--- START ---

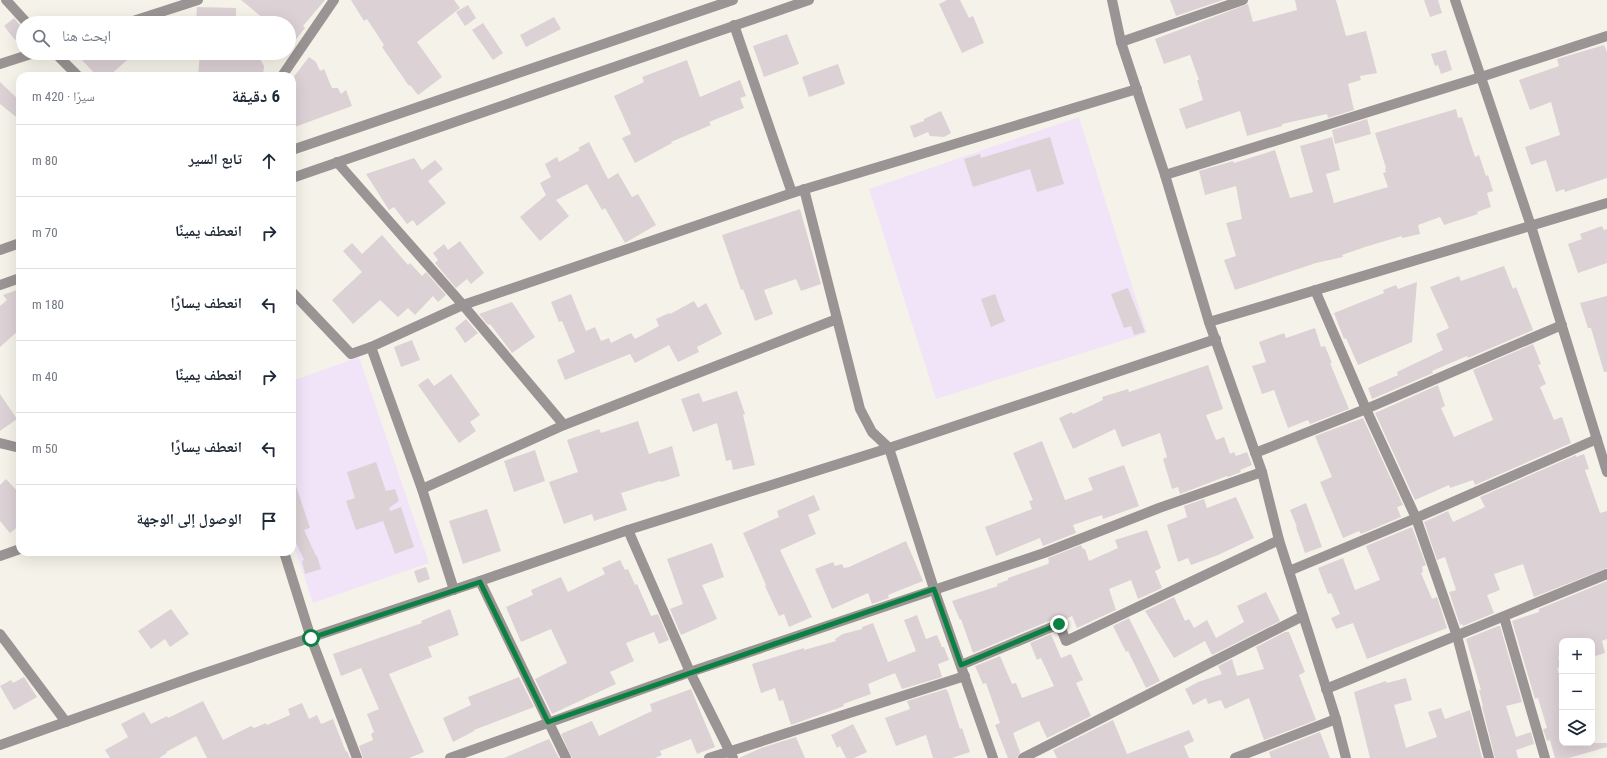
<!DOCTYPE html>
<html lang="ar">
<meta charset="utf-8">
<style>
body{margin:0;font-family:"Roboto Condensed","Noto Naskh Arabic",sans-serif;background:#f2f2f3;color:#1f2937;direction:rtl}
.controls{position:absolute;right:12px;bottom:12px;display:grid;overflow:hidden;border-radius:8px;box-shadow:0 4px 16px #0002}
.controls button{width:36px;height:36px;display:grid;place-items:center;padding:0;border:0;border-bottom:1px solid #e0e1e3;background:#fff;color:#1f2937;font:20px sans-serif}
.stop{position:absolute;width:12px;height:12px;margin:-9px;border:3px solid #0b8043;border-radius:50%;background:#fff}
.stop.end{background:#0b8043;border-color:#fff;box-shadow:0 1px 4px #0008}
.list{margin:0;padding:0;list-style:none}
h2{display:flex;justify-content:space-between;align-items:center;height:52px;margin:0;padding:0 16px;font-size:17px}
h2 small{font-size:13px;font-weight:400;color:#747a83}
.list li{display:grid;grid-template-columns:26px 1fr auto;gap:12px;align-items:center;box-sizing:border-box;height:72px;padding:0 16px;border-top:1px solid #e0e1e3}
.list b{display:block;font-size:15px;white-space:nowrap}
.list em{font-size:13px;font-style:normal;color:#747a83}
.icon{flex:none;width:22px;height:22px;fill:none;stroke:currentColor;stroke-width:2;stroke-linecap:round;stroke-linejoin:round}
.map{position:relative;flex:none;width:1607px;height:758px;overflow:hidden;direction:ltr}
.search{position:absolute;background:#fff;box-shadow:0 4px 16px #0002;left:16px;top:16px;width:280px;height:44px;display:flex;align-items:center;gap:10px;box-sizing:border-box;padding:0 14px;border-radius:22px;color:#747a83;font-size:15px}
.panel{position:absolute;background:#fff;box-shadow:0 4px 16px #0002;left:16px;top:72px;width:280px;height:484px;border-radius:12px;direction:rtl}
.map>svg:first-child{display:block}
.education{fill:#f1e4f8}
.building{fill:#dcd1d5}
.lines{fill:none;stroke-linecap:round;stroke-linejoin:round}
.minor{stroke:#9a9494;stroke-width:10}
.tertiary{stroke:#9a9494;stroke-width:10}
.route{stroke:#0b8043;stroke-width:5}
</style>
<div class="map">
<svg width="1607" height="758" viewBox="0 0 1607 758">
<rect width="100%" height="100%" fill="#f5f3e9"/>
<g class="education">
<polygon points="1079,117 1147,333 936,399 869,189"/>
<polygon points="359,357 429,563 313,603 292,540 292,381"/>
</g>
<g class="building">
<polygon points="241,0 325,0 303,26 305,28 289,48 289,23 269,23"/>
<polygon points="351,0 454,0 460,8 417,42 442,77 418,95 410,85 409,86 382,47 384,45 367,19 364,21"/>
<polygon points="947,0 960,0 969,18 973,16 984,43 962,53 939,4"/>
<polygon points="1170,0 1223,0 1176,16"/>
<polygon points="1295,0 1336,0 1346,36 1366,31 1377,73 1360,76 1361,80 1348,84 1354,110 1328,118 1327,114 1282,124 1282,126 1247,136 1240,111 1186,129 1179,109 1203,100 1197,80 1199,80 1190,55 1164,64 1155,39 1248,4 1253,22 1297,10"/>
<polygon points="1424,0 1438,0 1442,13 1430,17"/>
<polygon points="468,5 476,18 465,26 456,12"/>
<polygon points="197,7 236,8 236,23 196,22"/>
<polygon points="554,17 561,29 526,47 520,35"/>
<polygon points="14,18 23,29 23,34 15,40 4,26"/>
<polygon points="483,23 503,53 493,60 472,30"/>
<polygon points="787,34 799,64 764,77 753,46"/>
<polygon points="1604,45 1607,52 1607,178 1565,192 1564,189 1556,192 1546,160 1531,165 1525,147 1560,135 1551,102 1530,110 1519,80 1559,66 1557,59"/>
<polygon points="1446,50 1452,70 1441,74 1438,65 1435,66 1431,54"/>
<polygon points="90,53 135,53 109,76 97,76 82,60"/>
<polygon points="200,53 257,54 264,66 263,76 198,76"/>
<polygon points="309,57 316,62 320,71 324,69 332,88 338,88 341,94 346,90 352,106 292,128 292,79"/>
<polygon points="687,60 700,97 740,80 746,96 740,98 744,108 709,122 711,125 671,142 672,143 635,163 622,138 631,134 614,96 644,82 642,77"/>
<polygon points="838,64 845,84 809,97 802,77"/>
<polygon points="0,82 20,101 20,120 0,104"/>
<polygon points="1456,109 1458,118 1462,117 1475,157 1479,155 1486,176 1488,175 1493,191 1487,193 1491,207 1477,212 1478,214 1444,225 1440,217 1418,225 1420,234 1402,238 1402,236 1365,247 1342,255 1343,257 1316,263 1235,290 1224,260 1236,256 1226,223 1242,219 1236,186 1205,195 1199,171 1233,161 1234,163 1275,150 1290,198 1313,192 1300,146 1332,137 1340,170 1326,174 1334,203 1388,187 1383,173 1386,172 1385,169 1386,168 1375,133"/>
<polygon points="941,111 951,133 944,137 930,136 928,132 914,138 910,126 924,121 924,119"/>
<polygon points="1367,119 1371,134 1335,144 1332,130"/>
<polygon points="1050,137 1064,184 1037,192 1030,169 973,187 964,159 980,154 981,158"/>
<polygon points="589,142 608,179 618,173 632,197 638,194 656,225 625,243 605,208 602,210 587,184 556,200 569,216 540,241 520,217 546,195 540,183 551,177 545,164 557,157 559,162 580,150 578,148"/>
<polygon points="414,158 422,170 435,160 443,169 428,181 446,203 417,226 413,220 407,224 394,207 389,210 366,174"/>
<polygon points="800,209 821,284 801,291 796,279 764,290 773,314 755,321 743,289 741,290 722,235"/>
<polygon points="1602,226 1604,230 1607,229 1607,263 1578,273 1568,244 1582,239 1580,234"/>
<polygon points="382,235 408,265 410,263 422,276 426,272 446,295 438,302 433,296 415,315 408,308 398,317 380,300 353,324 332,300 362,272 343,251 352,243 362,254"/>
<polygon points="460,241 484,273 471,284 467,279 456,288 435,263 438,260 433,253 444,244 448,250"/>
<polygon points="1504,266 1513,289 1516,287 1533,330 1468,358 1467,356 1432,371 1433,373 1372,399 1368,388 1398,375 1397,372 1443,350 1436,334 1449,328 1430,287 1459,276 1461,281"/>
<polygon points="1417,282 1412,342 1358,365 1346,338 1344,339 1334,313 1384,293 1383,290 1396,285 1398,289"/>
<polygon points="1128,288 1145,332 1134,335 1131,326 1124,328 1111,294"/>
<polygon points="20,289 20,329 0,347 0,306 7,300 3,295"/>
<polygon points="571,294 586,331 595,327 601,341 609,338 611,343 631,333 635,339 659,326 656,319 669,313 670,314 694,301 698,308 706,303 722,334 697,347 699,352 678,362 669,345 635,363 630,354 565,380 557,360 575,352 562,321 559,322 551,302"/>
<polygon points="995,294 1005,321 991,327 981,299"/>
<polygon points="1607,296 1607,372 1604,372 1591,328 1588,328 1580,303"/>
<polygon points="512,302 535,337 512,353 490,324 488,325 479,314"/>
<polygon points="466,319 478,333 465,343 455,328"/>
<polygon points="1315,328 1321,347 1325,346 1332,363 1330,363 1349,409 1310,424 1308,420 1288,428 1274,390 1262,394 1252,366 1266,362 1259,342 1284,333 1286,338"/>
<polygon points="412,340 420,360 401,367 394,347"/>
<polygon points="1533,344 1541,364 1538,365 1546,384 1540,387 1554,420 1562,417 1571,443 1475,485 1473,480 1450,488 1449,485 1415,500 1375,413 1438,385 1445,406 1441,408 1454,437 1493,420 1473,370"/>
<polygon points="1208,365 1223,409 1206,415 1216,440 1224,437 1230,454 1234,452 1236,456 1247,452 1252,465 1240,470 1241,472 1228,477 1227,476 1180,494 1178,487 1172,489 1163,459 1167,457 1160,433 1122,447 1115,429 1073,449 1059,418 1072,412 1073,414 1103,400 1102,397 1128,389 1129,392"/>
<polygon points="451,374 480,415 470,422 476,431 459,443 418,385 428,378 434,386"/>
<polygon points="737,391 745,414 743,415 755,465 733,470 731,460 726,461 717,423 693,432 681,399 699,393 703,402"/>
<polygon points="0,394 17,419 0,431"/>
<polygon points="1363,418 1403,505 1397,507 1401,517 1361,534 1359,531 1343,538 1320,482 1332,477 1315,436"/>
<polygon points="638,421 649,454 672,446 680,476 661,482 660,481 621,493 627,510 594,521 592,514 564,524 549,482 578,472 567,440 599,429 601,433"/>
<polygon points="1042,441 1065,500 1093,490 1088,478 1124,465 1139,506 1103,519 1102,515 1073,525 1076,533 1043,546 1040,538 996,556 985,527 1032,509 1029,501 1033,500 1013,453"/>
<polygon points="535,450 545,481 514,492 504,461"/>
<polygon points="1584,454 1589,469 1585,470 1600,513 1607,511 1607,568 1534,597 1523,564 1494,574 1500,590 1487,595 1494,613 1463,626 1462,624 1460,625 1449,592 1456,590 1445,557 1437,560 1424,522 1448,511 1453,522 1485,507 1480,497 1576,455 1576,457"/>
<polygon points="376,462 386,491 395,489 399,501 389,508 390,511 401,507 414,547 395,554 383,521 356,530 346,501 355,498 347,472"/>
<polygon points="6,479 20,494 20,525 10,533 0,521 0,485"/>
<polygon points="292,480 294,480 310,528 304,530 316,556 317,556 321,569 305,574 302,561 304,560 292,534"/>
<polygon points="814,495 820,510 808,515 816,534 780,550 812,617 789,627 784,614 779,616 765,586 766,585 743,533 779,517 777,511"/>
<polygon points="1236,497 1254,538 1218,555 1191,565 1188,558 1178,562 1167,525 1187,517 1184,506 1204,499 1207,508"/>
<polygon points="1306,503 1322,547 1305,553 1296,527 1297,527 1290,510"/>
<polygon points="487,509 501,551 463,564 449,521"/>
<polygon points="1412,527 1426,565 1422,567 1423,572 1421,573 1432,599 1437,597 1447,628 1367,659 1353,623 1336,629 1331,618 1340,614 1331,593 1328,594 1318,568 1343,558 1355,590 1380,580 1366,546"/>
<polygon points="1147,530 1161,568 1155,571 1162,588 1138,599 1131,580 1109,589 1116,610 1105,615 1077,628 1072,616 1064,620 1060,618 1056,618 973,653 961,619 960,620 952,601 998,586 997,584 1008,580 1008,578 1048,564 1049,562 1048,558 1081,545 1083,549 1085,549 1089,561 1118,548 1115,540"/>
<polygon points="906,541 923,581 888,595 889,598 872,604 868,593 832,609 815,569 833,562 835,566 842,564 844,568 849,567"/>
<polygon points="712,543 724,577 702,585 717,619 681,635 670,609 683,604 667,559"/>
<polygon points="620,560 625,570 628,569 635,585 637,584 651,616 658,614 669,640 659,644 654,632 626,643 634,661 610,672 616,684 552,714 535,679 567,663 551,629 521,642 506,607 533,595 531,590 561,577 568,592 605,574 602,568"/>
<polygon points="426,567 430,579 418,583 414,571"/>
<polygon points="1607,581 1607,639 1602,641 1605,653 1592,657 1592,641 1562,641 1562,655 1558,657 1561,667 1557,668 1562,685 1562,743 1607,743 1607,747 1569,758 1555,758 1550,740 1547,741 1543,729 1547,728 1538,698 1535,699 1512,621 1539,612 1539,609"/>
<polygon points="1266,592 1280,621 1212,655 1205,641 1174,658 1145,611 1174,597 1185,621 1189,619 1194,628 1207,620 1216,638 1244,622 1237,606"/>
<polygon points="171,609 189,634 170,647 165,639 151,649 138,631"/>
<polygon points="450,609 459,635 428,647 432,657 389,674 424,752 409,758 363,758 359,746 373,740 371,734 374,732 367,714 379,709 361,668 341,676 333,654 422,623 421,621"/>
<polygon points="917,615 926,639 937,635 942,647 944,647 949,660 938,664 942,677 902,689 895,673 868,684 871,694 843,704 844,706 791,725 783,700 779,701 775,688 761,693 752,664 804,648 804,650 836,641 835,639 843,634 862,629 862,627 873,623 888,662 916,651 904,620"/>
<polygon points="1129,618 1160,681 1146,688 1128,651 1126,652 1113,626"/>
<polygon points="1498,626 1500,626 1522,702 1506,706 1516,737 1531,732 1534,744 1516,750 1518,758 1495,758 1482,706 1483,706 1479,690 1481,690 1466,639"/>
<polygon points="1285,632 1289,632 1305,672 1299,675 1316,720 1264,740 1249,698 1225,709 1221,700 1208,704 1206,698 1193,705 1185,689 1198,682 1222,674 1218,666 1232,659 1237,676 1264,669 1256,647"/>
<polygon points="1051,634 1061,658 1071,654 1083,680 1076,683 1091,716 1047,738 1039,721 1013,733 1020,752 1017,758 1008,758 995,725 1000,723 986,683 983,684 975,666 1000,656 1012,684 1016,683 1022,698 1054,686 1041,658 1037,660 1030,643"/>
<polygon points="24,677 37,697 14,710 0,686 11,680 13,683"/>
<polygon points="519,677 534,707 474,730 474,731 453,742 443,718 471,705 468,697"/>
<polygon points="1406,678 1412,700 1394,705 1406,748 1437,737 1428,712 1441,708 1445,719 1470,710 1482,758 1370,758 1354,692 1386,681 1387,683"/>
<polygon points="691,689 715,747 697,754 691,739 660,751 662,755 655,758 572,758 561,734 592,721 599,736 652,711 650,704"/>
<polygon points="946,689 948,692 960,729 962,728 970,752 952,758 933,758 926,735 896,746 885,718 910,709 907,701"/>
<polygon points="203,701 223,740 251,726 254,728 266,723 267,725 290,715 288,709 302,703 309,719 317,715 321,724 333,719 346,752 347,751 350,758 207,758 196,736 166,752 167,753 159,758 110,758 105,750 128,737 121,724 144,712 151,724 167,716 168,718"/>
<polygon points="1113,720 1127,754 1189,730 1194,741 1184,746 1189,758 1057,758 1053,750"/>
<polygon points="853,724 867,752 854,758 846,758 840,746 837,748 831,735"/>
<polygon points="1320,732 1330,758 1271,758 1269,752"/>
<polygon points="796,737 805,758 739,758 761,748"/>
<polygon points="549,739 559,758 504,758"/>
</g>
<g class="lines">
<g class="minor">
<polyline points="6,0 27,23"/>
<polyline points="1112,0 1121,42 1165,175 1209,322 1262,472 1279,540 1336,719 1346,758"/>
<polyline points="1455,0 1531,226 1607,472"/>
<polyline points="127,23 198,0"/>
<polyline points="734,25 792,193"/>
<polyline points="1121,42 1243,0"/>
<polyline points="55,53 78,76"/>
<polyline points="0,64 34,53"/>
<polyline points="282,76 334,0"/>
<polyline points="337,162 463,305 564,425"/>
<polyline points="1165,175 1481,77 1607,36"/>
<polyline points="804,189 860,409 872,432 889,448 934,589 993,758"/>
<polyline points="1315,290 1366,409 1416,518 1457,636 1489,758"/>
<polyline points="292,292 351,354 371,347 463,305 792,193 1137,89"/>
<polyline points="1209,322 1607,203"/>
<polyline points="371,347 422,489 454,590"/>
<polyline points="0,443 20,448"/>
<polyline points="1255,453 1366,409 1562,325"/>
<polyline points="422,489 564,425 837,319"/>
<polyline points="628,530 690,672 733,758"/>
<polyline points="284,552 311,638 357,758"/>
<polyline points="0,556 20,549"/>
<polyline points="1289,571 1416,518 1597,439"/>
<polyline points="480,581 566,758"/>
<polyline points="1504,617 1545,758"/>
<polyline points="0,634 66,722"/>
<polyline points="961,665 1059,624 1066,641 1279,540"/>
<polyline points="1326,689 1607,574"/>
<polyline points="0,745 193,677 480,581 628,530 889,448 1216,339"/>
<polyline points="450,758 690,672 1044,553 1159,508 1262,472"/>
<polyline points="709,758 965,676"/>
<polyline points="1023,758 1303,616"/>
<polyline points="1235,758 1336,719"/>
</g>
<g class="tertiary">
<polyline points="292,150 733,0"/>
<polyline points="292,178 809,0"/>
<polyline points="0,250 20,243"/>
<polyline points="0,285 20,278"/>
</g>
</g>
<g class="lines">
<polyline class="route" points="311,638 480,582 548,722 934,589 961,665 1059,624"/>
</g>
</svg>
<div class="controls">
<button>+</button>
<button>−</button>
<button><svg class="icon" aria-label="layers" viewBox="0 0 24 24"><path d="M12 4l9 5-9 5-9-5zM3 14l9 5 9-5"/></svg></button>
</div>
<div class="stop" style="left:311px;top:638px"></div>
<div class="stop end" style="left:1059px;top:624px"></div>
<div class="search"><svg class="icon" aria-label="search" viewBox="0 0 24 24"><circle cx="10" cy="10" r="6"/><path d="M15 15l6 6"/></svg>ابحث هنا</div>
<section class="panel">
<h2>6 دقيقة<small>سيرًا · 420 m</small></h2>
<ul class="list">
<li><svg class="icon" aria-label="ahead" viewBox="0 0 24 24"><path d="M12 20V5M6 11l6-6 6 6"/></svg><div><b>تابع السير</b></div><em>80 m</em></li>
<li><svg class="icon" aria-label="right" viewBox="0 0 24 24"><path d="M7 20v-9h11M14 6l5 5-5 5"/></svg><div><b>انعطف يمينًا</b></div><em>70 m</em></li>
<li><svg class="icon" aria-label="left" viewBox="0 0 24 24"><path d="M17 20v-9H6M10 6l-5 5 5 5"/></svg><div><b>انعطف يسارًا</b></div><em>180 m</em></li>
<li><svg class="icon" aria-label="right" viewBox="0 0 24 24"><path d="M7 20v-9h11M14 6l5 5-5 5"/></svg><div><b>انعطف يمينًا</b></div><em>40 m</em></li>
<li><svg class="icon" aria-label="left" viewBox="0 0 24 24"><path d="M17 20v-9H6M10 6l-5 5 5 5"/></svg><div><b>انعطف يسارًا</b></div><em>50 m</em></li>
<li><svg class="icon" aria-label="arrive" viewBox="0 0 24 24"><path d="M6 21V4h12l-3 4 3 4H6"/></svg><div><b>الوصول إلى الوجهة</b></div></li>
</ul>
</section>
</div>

--- END ---

* **Instructions for the task**
Wherever the word "solid" occurs in the data, copy that whole line.

* **Written solution**
.controls button{width:36px;height:36px;display:grid;place-items:center;padding:0;border:0;border-bottom:1px solid #e0e1e3;background:#fff;color:#1f2937;font:20px sans-serif}
.stop{position:absolute;width:12px;height:12px;margin:-9px;border:3px solid #0b8043;border-radius:50%;background:#fff}
.list li{display:grid;grid-template-columns:26px 1fr auto;gap:12px;align-items:center;box-sizing:border-box;height:72px;padding:0 16px;border-top:1px solid #e0e1e3}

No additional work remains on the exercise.